Gisle Aas <gisle(_at_)ActiveState(_dot_)com> writes:
bash-2.05b$ cat xxx.pl
if (@ARGV) {
print "Hi\n";
if ($ARGV[0] eq "encoding") {
binmode(STDIN, ':encoding(utf8)');
}
elsif ($ARGV[0] eq "utf8") {
binmode(STDIN, ':utf8');
}
my $data = <STDIN>;
use Data::Dumper;
print Dumper($data);
}
else {
print "foo\xf0\x80\x80\x80bar\n";
}
bash-2.05b$ perl xxx.pl | perl xxx.pl raw
Hi
$VAR1 = 'fooðbar
';
bash-2.05b$ perl xxx.pl | perl xxx.pl encoding
Hi
utf8 "\xF0" does not map to Unicode at xxx.pl line 10.
utf8 "\xF0" does not map to Unicode at xxx.pl line 10.
$VAR1 = 'foo';
What is also interesting is that perl-5.8.5 behaves much more "sane"
in this case.
$ perl xxx.pl | perl xxx.pl encoding
Hi
utf8 "\xF0" does not map to Unicode at xxx.pl line 10.

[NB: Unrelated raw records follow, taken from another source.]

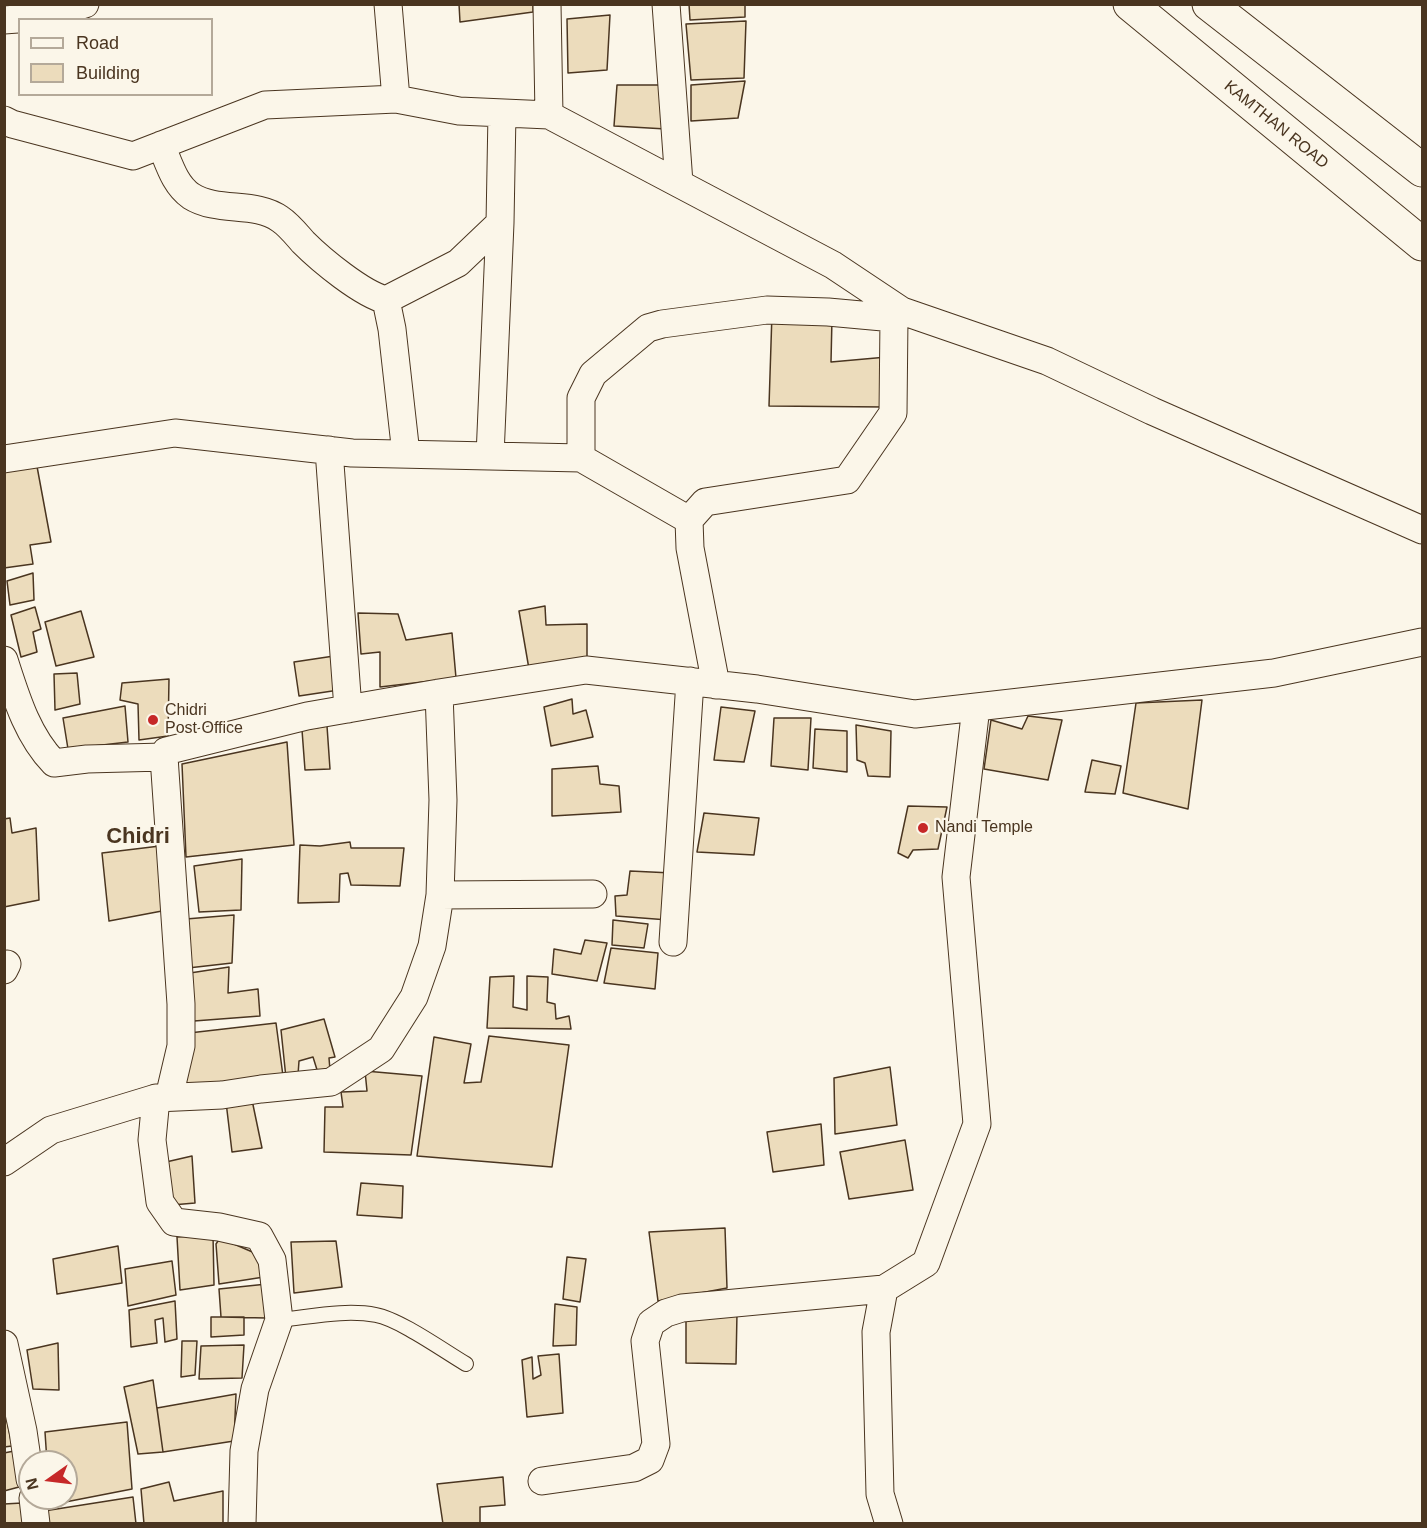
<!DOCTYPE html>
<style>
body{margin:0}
#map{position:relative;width:1427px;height:1528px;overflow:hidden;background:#fbf6e9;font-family:Arial,sans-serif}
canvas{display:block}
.frame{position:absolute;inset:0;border:6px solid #4a3520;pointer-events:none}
.legend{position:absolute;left:18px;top:18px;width:195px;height:78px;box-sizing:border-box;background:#fbf6e9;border:2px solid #b4a999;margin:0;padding:8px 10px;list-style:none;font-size:18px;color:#4a3520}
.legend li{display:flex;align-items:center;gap:12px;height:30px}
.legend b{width:30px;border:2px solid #b4a999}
.north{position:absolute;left:18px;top:1450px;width:60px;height:60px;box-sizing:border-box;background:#fbf6e9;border:2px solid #b4a999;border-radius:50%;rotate:256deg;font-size:16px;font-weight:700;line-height:24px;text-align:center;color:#4a3520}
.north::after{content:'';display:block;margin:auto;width:21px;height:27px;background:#c62828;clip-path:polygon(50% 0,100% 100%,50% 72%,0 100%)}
</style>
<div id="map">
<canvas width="1427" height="1528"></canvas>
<div class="frame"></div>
<ul class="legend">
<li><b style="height:8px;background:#fbf6e9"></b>Road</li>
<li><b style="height:16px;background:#ecdcbc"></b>Building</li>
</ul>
<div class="north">N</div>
</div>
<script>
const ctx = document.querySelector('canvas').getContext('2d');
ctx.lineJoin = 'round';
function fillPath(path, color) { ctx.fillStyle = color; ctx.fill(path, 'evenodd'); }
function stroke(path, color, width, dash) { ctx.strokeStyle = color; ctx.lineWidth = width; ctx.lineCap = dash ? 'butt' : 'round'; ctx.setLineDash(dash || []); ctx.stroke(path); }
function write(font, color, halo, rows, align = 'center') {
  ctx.font = font + ' Arial,sans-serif'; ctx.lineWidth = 4.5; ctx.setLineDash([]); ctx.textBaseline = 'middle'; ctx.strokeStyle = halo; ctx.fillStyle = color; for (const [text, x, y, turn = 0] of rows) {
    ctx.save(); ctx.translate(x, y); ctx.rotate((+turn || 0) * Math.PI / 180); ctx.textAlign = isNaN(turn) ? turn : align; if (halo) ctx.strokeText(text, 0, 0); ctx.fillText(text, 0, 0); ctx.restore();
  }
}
const building = new Path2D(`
 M459 4H533V12L460 22Z
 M689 4H745V17L690 20Z
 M610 15 607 70 568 73 567 19Z
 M746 21 744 78 691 80 686 24Z
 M745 81 738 118 691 121V85Z
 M617 85H667L666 129 614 126Z
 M772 313 832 318 831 362 887 357 885 407 769 406Z
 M36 461 51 542 30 545 33 564 4 568V467Z
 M33 573 34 600 10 605 7 581Z
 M545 606 546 625 587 624V659L529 669 519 611Z
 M35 607 41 629 33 632 37 652 21 657 11 615Z
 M81 611 94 657 56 666 45 622Z
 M358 613 398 614 406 640 452 633 456 678 380 687V652L361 654Z
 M334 656 339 690 299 696 294 662Z
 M77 673 80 704 55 710 54 674Z
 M169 679 168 736 139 740 138 704 120 700 122 683Z
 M572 699 573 714 586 710 593 737 551 746 544 707Z
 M1202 700 1188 809 1123 793 1136 703Z
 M125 706 128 742 68 749 63 718Z
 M721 707 755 711 744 762 714 760Z
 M1028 716 1062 720 1048 780 984 769 991 720 1022 729Z
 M774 718H811L808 770 771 766Z
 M856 725 891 731 890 777 868 776 865 763 857 760Z
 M327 726 330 769 305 770 302 730Z
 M815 729 847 731V772L813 768Z
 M287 742 294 845 186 857 182 764Z
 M1092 760 1121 766 1115 794 1085 792Z
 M598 766 600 784 619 786 621 812 552 816V769Z
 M908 806 947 807 938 849 913 850 908 858 898 853Z
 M704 813 759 818 754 855 697 852Z
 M10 818 12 833 36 828 39 900 4 907V819Z
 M350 842 351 848H404L400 886 351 885 348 873 340 874 339 902 298 903 300 845 320 846Z
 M160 846 162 911 109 921 102 853Z
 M242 859 241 910 199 912 194 866Z
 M630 871 672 873 668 920 616 916 615 896 627 895Z
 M234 915 232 963 188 968 186 919Z
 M613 920 648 924 644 948 612 945Z
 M585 940 607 943 597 981 552 974 554 949 581 954Z
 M611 948 658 953 655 989 604 983Z
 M229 967 228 993 258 989 260 1016 194 1021 190 973Z
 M514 976 513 1007 527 1010V976L548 977 547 1002 555 1004 556 1019 569 1016 571 1029 487 1028 490 977Z
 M324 1019 335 1057 329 1058 330 1070 318 1073 313 1057 299 1061 298 1075 286 1078 281 1030Z
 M276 1023 283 1076 183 1087 189 1033Z
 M489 1036 569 1045 552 1167 417 1156 434 1037 471 1044 464 1083 481 1082Z
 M890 1067 897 1125 835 1134 834 1078Z
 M365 1071 422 1076 411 1155 324 1152 325 1107H343L341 1092 367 1091Z
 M252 1100 262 1148 232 1152 226 1102Z
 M821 1124 824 1165 773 1172 767 1132Z
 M905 1140 913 1190 849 1199 840 1152Z
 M192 1156 195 1203 172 1205 166 1162Z
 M361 1183 403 1186 402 1218 357 1215Z
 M725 1228 727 1288 658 1301 649 1232Z
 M213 1234 214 1285 180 1290 177 1237Z
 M220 1238 264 1257V1277L219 1284 216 1244Z
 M336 1241 342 1287 294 1293 291 1242Z
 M118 1246 122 1283 57 1294 53 1259Z
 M567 1257 586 1259 580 1302 563 1299Z
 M172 1261 176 1295 128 1306 125 1269Z
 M267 1284 266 1318 221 1317 219 1289Z
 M175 1301 177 1339 165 1342 163 1318 155 1320 157 1343 131 1347 129 1310Z
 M555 1304 577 1307 576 1345 553 1346Z
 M737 1313 736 1364 686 1363V1317Z
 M211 1317H244V1335L211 1337Z
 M182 1341H197L195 1375 181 1377Z
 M58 1343 59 1390 33 1389 27 1350Z
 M244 1345 242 1378 199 1379 201 1346Z
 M559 1354 563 1413 527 1417 522 1360 532 1357 533 1379 541 1375 538 1356Z
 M153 1380 163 1452 138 1454 124 1387Z
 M236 1394 234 1441 163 1452 157 1408Z
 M4 1405 12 1446 4 1447Z
 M127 1422 132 1489 50 1505 49 1498H66V1462H47L45 1432Z
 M14 1451 19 1487 4 1491V1453Z
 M503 1477 505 1505 480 1507V1524H443L437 1484Z
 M169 1482 174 1501 223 1491V1524H144L141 1489Z
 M133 1497 136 1524H46L44 1511Z
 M22 1503 24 1524H4V1504Z`);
const service = new Path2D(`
 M279 1320C310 1317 345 1309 376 1315 399 1319 444 1351 466 1364`);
const minor = new Path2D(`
 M388 4 396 99
 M547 4 549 115
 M666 4 679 183
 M4 20 45 17 85 4
 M4 120 12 124 133 156 265 105 396 99 459 111 549 115 833 265 902 311 1047 361 1152 411 1422 530
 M161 145C169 163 174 184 191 196 218 213 255 201 280 219 289 225 296 234 303 242 321 260 362 294 386 300L392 329 406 454
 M386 300 458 263 500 223
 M329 450 348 709
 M490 456 500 223 502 113
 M581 458V398L593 374 648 328 662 324 767 310 828 312 894 318
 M4 459 175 433 352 453 581 458 689 520 690 548 716 685
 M689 520 705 502 847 480 893 413 894 318 902 311
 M4 660C16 697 27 735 54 763L87 759 164 757 166 751 307 716 439 693 586 670 757 689 915 714 1274 673 1422 642
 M164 757 181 1004V1046L169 1097
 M440 895 593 894
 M673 942 690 681
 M4 970 7 964
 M156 1098 152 1140 160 1202 174 1222 219 1227 259 1236 272 1260 279 1320 255 1389 244 1451 242 1524
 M4 1162 51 1130 156 1098 222 1095 261 1089 331 1082 381 1049 414 997 432 946 440 895 443 800 439 693
 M884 1289 876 1332 880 1494 889 1524
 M4 1344 23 1431 30 1479
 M542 1481 634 1468 650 1460 656 1444 645 1341 651 1323 666 1313 682 1308 884 1289 926 1263 977 1124 956 877 976 707
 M33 1498 36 1524`);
const primary = new Path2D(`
 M1130 4 1422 244
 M1209 4 1422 170`);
const markers = [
 [153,720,6,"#c62828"],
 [923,828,6,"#c62828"]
];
const streetNames = [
 ["KAMTHAN ROAD",1276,125,39]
];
const poiNames = [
 ["Chidri",165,711],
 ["Post Office",165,729],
 ["Nandi Temple",935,828]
];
const districtNames = [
 ["Chidri",138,837]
];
fillPath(building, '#ecdcbc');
stroke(building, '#4a3520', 1.5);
stroke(service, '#4a3520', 16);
stroke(minor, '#4a3520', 29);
stroke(primary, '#4a3520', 35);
stroke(service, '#fbf6e9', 14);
stroke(minor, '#fbf6e9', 27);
stroke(primary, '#fbf6e9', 33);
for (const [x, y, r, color] of markers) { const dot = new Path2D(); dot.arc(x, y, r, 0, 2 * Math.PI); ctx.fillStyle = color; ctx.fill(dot); stroke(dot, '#fbf6e9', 2); }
write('16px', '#4a3520', '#fbf6e9', streetNames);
write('16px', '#4a3520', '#fbf6e9', poiNames, 'left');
write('bold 22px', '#4a3520', '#fbf6e9', districtNames);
</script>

utf8 "\x80" does not map to Unicode at xxx.pl line 10.
utf8 "\x80" does not map to Unicode at xxx.pl line 10.
utf8 "\x80" does not map to Unicode at xxx.pl line 10.
$VAR1 = 'foo\\xF0\\x80\\x80\\x80bar
';
Was this an intentional change?